Instructions to follow. Write out the entries, please, from the line containing "Give me a JSON index of this" through their final line, exactly and with nothing else.
-- Input records follows --
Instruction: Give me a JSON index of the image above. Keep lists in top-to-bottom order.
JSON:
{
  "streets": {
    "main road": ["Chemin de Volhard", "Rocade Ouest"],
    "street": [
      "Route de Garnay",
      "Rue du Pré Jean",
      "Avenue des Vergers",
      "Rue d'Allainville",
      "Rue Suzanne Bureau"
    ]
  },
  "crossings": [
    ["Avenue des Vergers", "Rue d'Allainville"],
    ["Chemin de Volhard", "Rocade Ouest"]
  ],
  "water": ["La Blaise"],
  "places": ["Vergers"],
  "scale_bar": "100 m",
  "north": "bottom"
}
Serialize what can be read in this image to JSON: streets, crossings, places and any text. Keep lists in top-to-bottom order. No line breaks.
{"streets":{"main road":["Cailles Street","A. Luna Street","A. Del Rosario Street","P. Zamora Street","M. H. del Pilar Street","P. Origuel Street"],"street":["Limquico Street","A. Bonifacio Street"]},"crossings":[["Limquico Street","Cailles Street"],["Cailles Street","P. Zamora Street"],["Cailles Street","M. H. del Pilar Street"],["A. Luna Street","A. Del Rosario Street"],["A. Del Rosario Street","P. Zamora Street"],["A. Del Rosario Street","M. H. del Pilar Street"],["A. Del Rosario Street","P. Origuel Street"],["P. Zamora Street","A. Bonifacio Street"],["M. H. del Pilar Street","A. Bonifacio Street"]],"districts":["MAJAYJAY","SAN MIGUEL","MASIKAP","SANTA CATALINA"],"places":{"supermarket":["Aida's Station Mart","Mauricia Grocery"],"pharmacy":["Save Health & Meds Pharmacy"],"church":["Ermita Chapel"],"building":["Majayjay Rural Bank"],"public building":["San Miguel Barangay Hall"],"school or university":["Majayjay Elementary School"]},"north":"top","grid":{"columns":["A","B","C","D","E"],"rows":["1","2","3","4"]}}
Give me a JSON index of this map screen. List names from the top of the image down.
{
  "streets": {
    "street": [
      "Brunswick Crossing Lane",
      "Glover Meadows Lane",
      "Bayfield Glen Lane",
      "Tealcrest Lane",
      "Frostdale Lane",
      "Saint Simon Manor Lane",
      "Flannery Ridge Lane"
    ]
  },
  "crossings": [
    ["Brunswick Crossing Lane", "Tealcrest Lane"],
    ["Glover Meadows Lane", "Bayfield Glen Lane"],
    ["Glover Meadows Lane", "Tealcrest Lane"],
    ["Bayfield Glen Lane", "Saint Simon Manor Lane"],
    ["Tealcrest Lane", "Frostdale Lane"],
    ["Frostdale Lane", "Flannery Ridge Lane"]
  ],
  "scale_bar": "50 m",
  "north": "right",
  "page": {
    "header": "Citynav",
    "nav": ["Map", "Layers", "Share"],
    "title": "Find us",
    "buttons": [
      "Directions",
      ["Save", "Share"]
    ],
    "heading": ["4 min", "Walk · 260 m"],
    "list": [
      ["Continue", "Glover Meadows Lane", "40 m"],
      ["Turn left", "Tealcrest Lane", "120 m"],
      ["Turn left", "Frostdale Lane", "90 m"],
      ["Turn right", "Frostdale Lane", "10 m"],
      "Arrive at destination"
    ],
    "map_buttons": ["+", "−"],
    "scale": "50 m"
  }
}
-- Input records concluded --
Task response.
Give me a JSON index of this map screen. List names from the top of the image down.
{
  "streets": {
    "street": [
      "Brunswick Crossing Lane",
      "Glover Meadows Lane",
      "Bayfield Glen Lane",
      "Tealcrest Lane",
      "Frostdale Lane",
      "Saint Simon Manor Lane",
      "Flannery Ridge Lane"
    ]
  },
  "crossings": [
    ["Brunswick Crossing Lane", "Tealcrest Lane"],
    ["Glover Meadows Lane", "Bayfield Glen Lane"],
    ["Glover Meadows Lane", "Tealcrest Lane"],
    ["Bayfield Glen Lane", "Saint Simon Manor Lane"],
    ["Tealcrest Lane", "Frostdale Lane"],
    ["Frostdale Lane", "Flannery Ridge Lane"]
  ],
  "scale_bar": "50 m",
  "north": "right",
  "page": {
    "header": "Citynav",
    "nav": ["Map", "Layers", "Share"],
    "title": "Find us",
    "buttons": [
      "Directions",
      ["Save", "Share"]
    ],
    "heading": ["4 min", "Walk · 260 m"],
    "list": [
      ["Continue", "Glover Meadows Lane", "40 m"],
      ["Turn left", "Tealcrest Lane", "120 m"],
      ["Turn left", "Frostdale Lane", "90 m"],
      ["Turn right", "Frostdale Lane", "10 m"],
      "Arrive at destination"
    ],
    "map_buttons": ["+", "−"],
    "scale": "50 m"
  }
}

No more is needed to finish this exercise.